If you’re considering a Mac Mini M1, M2, M3, or M4 as a home server, expect similar efficiency. The Mac Studio gives you more unified memory (up to 192GB on Ultra configurations) and more Thunderbolt ports, but the power characteristics of the chip architecture are shared across the lineup. Apple’s own specs page lists the Mac Studio M1 Max at 17W idle, which lines up with what I measured under light container workloads.

The math that changes the conversation

The homelab community has been sleeping on Apple Silicon for servers. I get it. macOS isn’t Linux.

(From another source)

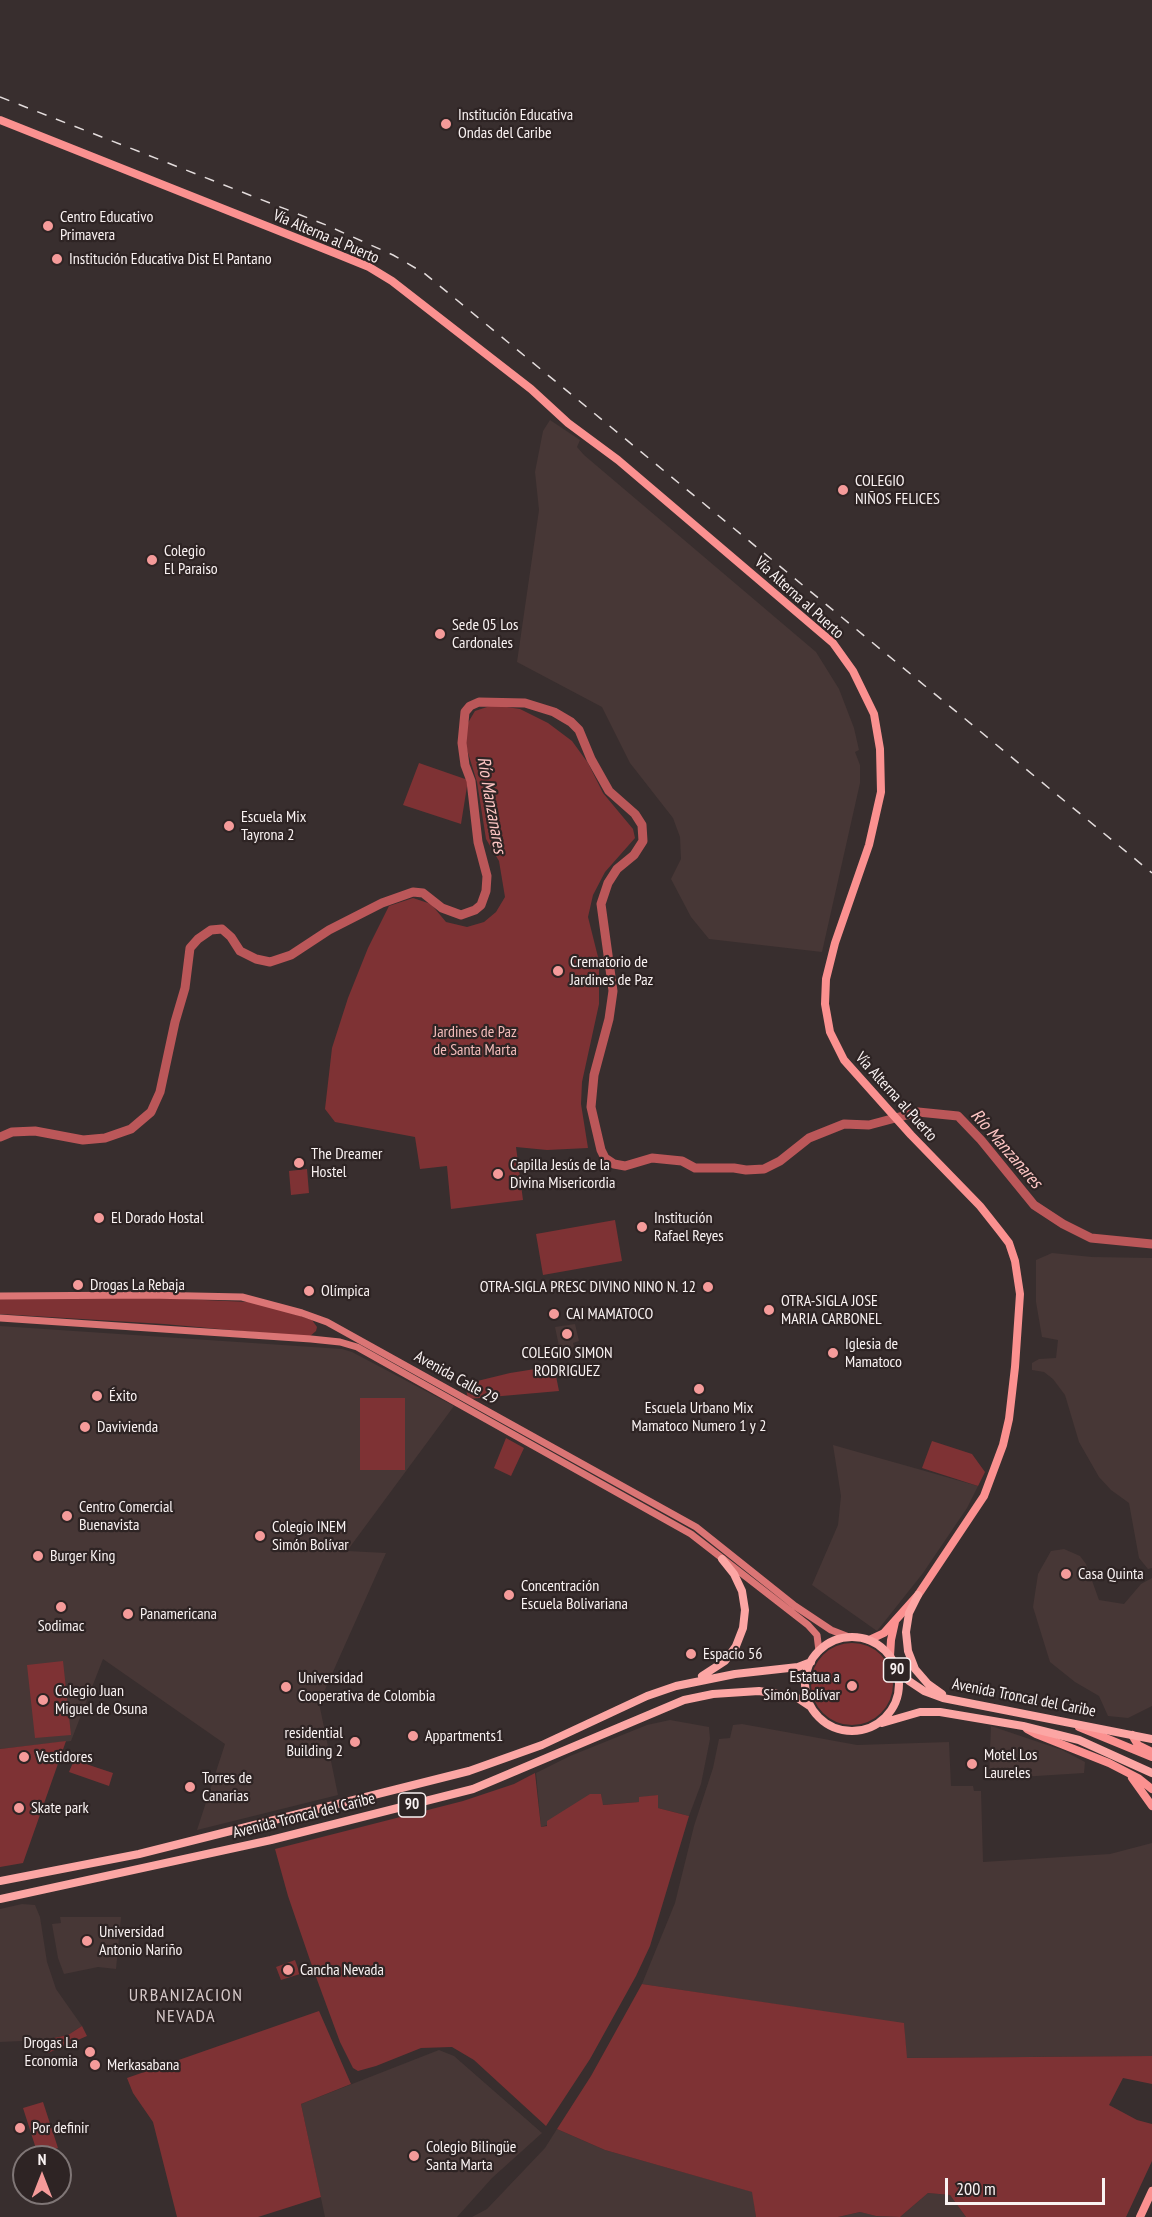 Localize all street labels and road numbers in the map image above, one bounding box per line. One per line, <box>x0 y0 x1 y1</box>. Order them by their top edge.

You can’t stick four drives in it. PCIe expansion doesn’t exist.

But look at the numbers. If your server runs 24/7 (and mine does), power consumption is a recurring cost that compounds over years.

5-year electricity cost (5% inference)GermanyUS
Synology DS923+~€500~$210
AMD + RTX 4090 tower~€1,325~$560
AMD mini PC (no GPU)~€135~$56
Mac Studio M1 Max~€231~$97

That €1,100 difference over an AMD tower in Germany buys a decent chunk of used Mac Studio.

What I’d still like to measure

This was a 78-hour window. I want a full month of data to see how inference-heavy weeks compare to quiet ones. The external HDDs are measured separately (3.5” drives typically draw 3-6W each at idle, which is why I schedule backup windows instead of keeping them spinning).

I’m going to leave the wattmeter connected. More data to come.

Bottom line

A NAS draws more power serving files than the Mac Studio draws running 25 services and local AI. An AMD mini PC matches the Mac on idle power but can’t do inference. An AMD tower running LLMs costs 5-6x more in electricity per year in Germany, even with power management configured. The RTX 4090 is faster at inference, but that speed costs 9x the power.

For €3 a month in one of the most expensive electricity markets on the planet, I’m running a full home server, a photo library with ML indexing, a document management system, a private messenger, and local LLM inference.

I don’t know what else you’d want a home server to do.